WORK ORDER
Produce an exact copy of all the data below, dropping every image.

GIVEN INFORMATION
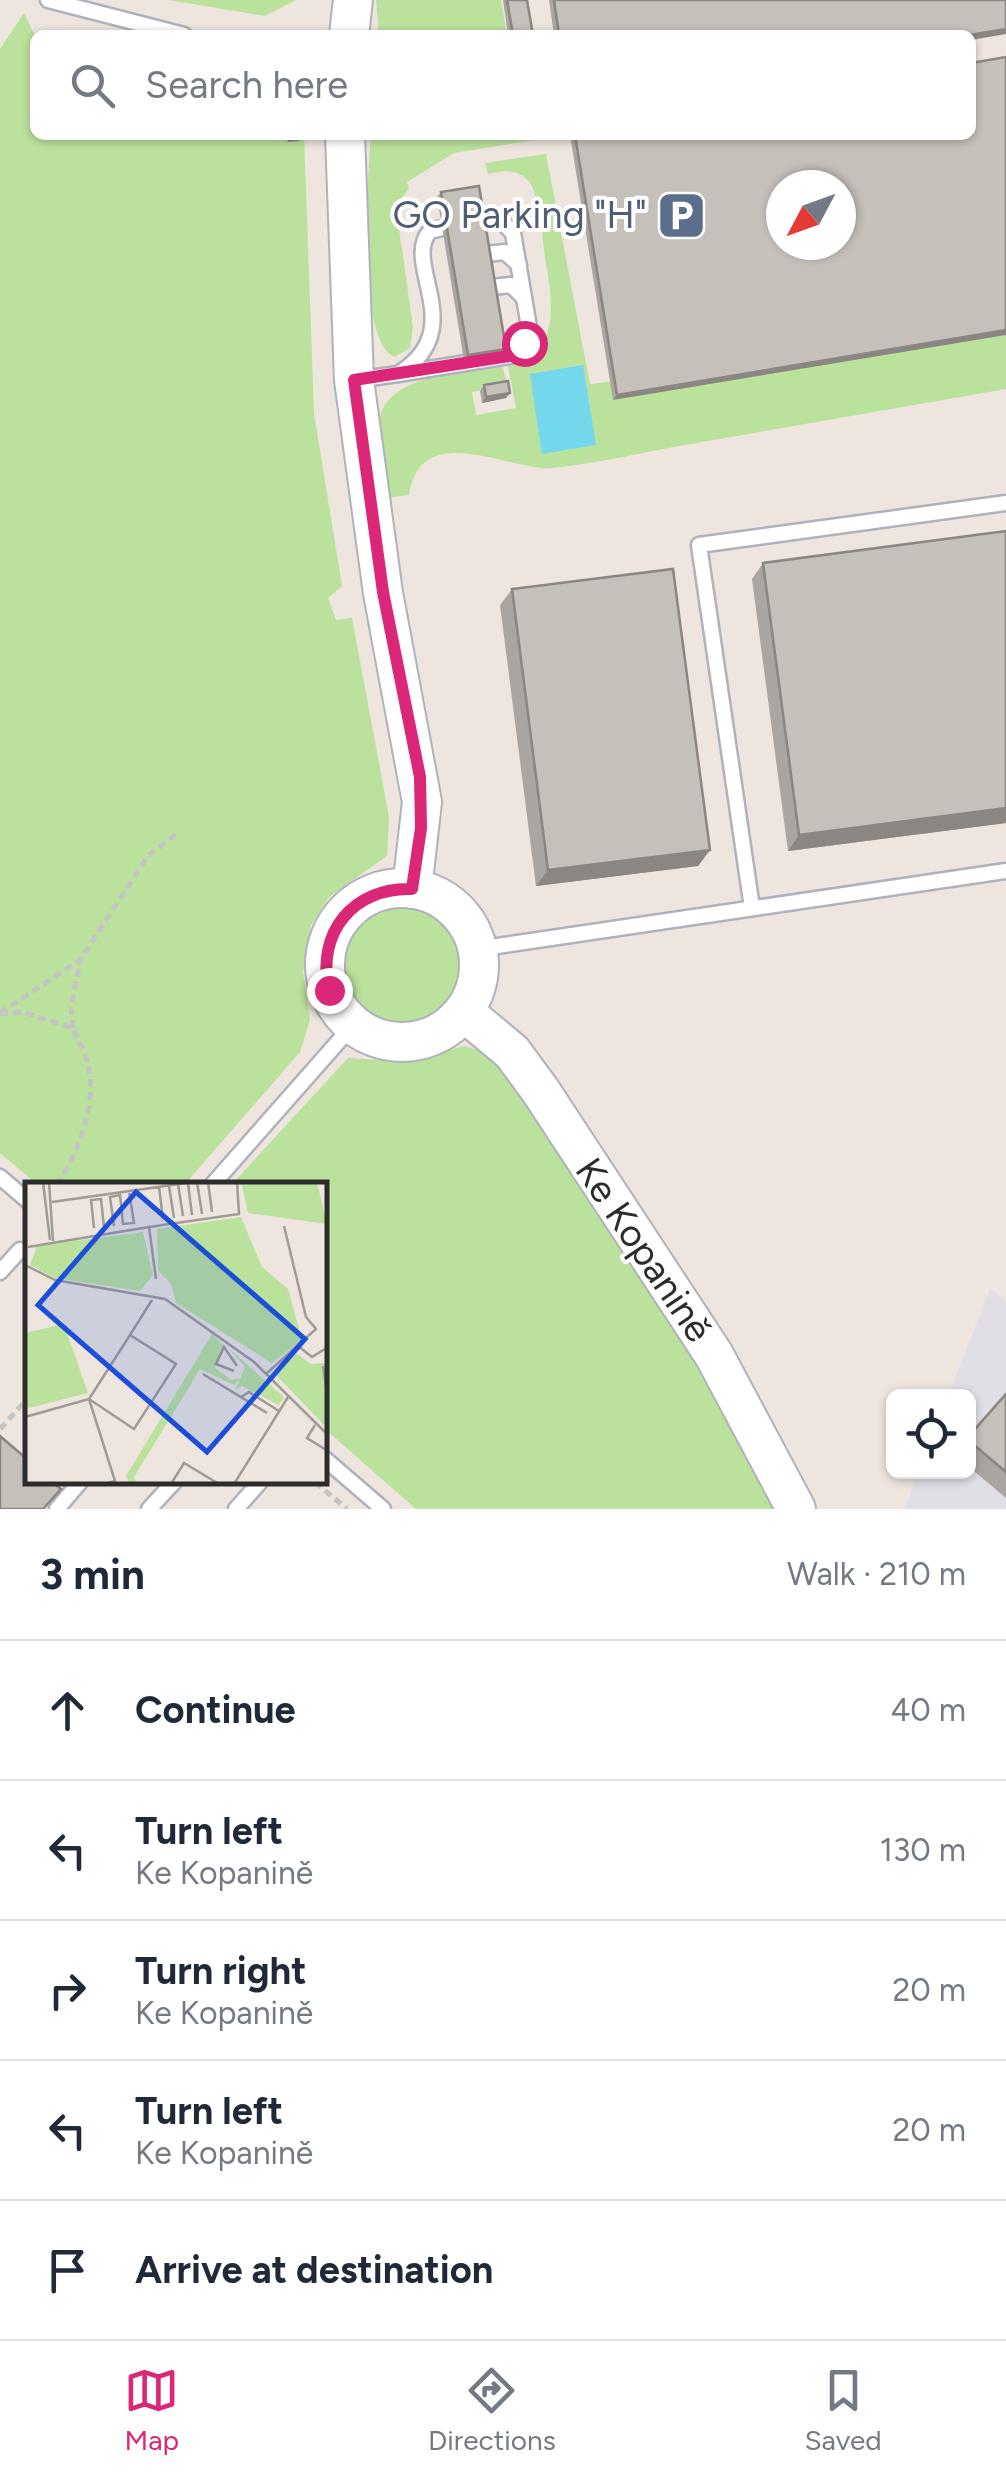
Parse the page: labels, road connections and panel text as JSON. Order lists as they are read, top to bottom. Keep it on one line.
{"streets":{"street":["Ke Kopanině"]},"places":{"parking":["GO Parking \"H\""]},"north":"bottom left","page":{"search":"Search here","heading":["3 min","Walk · 210 m"],"list":[["Continue","40 m"],["Turn left","Ke Kopanině","130 m"],["Turn right","Ke Kopanině","20 m"],["Turn left","Ke Kopanině","20 m"],"Arrive at destination"],"nav":["Map","Directions","Saved"]}}
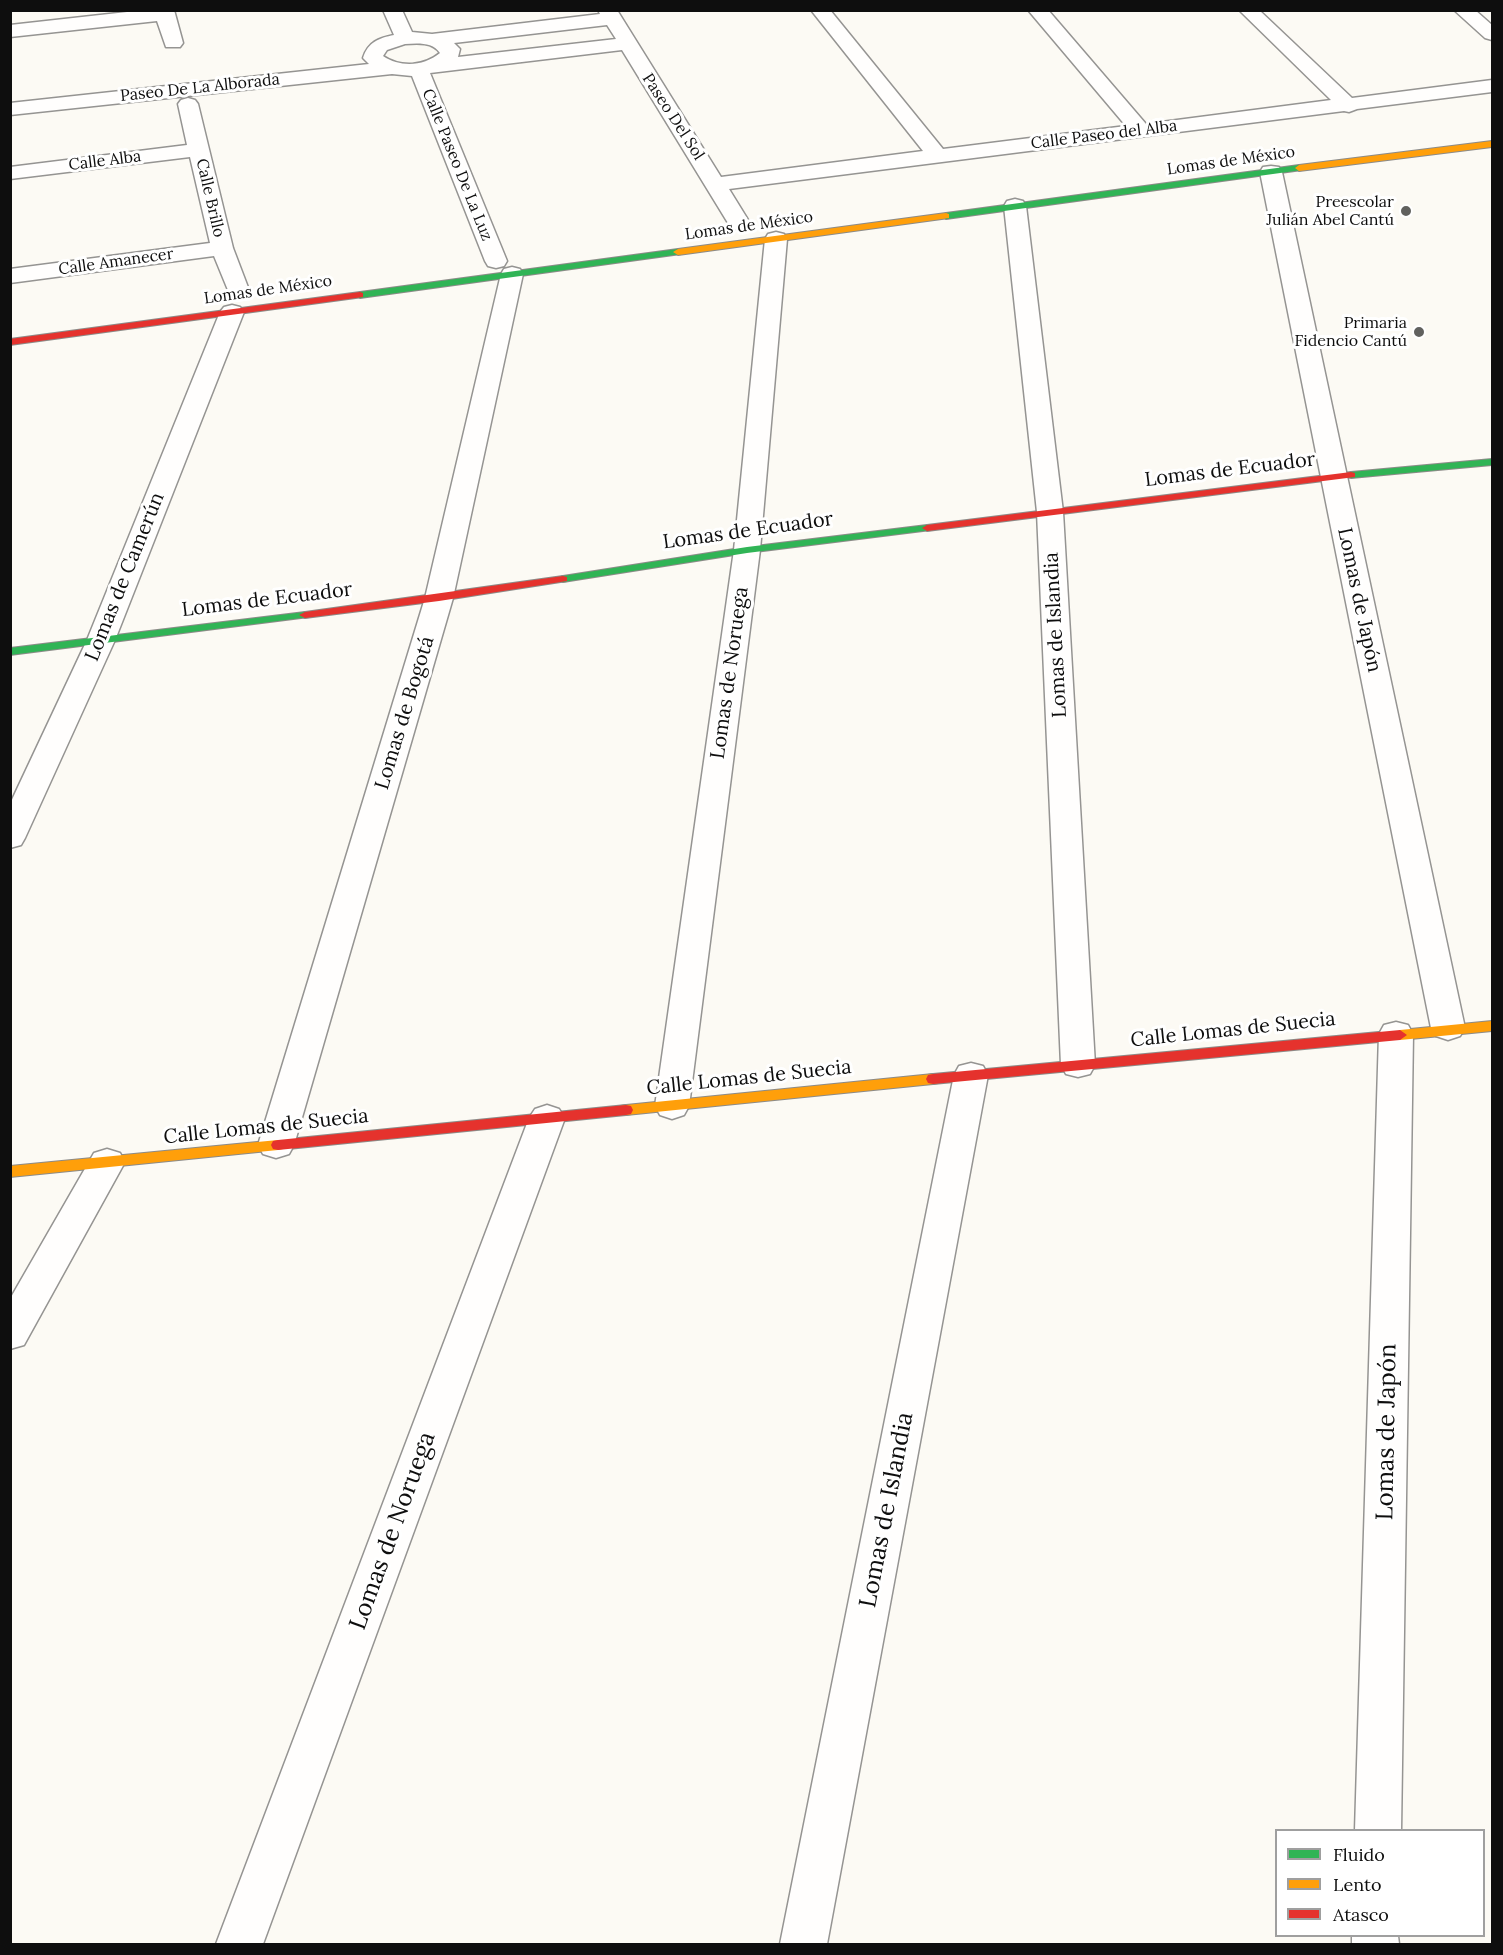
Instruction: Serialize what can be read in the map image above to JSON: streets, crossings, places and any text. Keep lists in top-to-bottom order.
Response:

RESULT
Parse the page: labels, road connections and panel text as JSON. Order lists as they are read, top to bottom. Keep it on one line.
{"streets":{"street":["Ke Kopanině"]},"places":{"parking":["GO Parking \"H\""]},"north":"bottom left","page":{"search":"Search here","heading":["3 min","Walk · 210 m"],"list":[["Continue","40 m"],["Turn left","Ke Kopanině","130 m"],["Turn right","Ke Kopanině","20 m"],["Turn left","Ke Kopanině","20 m"],"Arrive at destination"],"nav":["Map","Directions","Saved"]}}
Instruction: Serialize what can be read in the map image above to JSON: streets, crossings, places and any text. Keep lists in top-to-bottom order.
Response:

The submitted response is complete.